C’è bufera dentro la madre uscì in plaquette autonoma ed è stata poi ripresa tale e quale in Le volpi gridano in giardino. Quest’ultimo libro è diviso in due parti: la prima affronta, per la prima volta in modo così esplicito nel mio percorso poetico, il tema amoroso; la seconda parte continua la riflessione etico-civile sulla società contemporanea, in particolare su quell’area italiana industriale e culturalmente piena di pregiudizi che è il Veneto e la Lombardia.
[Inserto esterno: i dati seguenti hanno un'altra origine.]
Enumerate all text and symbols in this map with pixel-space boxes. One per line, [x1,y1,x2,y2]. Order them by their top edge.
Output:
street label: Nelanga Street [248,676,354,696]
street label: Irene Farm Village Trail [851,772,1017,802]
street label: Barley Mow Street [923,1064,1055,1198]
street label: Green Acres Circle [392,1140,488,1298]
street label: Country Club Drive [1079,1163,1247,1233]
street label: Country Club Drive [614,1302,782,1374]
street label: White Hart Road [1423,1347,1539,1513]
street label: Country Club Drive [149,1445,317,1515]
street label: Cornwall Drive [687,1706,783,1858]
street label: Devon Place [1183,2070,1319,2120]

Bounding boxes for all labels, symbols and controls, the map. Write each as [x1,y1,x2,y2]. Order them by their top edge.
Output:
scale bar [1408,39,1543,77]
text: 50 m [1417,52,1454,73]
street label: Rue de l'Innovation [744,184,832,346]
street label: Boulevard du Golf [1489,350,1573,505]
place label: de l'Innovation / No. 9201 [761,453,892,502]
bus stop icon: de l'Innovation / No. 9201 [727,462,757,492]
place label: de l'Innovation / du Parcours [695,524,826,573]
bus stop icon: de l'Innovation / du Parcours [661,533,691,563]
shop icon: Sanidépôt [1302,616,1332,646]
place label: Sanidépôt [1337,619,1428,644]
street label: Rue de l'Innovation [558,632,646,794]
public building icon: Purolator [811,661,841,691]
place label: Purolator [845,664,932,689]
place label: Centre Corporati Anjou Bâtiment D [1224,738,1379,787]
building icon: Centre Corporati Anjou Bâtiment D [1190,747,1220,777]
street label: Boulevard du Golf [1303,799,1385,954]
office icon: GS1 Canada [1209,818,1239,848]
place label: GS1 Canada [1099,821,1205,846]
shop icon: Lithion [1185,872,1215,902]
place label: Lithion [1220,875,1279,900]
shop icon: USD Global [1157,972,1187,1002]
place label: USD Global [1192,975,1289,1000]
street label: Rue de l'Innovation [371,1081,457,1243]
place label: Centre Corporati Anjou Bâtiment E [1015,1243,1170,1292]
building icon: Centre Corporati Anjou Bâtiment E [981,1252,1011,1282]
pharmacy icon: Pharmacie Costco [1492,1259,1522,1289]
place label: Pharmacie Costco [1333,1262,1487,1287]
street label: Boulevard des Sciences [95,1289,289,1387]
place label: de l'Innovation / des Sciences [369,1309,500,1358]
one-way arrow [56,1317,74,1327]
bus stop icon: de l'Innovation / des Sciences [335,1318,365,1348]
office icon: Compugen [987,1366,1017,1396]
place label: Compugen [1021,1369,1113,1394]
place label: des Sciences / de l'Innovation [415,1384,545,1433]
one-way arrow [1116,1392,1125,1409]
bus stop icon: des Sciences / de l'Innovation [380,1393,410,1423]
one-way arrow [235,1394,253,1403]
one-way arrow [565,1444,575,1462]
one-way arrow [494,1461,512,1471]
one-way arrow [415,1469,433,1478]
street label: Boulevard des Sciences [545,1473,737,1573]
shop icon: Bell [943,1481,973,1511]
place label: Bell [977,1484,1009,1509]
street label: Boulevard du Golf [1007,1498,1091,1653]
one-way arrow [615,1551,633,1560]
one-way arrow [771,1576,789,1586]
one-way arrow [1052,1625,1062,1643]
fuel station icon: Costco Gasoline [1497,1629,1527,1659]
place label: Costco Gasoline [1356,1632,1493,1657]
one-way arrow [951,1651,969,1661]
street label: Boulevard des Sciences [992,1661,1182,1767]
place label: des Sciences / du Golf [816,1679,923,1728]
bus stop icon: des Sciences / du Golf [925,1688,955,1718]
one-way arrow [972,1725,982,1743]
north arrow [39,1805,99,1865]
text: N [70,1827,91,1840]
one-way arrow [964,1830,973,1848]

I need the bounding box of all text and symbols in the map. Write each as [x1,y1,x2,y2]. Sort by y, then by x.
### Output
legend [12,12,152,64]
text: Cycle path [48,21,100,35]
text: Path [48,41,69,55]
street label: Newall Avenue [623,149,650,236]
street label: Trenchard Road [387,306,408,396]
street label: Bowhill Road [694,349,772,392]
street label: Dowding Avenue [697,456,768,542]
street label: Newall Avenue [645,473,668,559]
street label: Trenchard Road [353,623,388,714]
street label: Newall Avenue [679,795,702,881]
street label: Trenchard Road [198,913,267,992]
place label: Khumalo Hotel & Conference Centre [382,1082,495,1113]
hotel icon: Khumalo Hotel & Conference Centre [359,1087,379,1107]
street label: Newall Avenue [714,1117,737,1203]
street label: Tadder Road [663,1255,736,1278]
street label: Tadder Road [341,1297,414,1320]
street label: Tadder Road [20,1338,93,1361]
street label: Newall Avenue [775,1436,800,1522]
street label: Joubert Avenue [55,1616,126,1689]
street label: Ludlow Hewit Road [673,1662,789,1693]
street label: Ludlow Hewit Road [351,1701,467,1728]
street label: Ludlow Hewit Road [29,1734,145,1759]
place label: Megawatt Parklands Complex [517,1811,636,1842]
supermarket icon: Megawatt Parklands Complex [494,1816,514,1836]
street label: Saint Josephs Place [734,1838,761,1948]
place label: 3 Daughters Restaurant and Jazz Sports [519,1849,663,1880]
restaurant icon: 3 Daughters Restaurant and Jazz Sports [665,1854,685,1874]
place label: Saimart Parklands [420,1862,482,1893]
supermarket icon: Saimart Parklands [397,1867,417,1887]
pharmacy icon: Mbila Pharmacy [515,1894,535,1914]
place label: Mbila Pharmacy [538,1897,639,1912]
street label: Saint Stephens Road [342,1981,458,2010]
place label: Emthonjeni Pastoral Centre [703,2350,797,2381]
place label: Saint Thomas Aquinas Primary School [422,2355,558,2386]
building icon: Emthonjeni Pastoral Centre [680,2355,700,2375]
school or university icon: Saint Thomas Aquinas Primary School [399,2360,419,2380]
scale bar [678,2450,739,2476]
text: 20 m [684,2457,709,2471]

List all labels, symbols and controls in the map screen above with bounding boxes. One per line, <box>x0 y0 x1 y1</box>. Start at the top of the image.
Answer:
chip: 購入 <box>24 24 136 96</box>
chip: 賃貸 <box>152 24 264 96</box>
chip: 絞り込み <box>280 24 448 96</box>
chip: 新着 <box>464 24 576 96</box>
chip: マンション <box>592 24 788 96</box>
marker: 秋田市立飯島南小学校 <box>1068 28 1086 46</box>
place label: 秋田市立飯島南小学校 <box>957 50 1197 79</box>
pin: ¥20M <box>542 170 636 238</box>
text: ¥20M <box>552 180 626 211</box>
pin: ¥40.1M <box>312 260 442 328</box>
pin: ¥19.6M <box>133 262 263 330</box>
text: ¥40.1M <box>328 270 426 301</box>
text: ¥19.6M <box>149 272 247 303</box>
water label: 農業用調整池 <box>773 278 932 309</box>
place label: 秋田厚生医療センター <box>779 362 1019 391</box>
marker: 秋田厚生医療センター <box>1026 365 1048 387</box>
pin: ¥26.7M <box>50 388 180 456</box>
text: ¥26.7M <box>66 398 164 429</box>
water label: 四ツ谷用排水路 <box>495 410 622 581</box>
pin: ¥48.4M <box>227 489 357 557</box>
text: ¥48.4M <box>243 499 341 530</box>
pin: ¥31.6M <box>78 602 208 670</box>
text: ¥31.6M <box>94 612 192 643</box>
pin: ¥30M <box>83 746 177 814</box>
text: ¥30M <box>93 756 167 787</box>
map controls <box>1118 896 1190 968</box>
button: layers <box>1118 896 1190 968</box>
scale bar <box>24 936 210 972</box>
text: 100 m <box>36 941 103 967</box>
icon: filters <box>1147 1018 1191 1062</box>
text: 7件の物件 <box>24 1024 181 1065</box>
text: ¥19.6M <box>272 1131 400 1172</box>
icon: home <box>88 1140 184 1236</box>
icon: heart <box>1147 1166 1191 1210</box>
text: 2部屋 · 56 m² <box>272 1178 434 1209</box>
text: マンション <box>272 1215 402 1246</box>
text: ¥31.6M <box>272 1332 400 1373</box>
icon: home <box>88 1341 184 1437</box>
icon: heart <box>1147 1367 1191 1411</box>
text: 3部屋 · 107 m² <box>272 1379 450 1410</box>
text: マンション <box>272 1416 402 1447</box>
C’è bufera dentro la madre dice appunto la bufera che tormenta l’economia e la morale di queste terre, piegate dalla crisi economica attuale, ma già devastate in precedenza rispetto all’idea di solidarietà e di salvaguardia della natura. Al centro del testo c’è l’imprenditore, la sua famiglia, la fabbrica, l’ambiente, tutti macinati nel ventre della Madre, ora moribonda. Un altro testo esemplare, in questo senso, è “Voglio dire”, poemetto che parte dalla crisi culturale del’occidente, per poi fare i conti, anche attraverso giochi linguistici credo intraducibili in altre lingue, con alcuni maestri del canone italiano del novecento e con la possibilità stessa della poesia di essere significativa dentro un sistema che non crede più alla parola autentica.

Gli inediti non potevo che scriverli ora, che ho un’età in cui fare i conti con la mia giovinezza. Ciao, cari sono i testi più autobiografici che abbia mai scritto, sono un saluto affettuoso ai miei morti, a quei ragazzi e ragazze con i quali ho condiviso quasi tutto, e a qualche adulto, amico, che non è riuscito a vivere in questo freddo.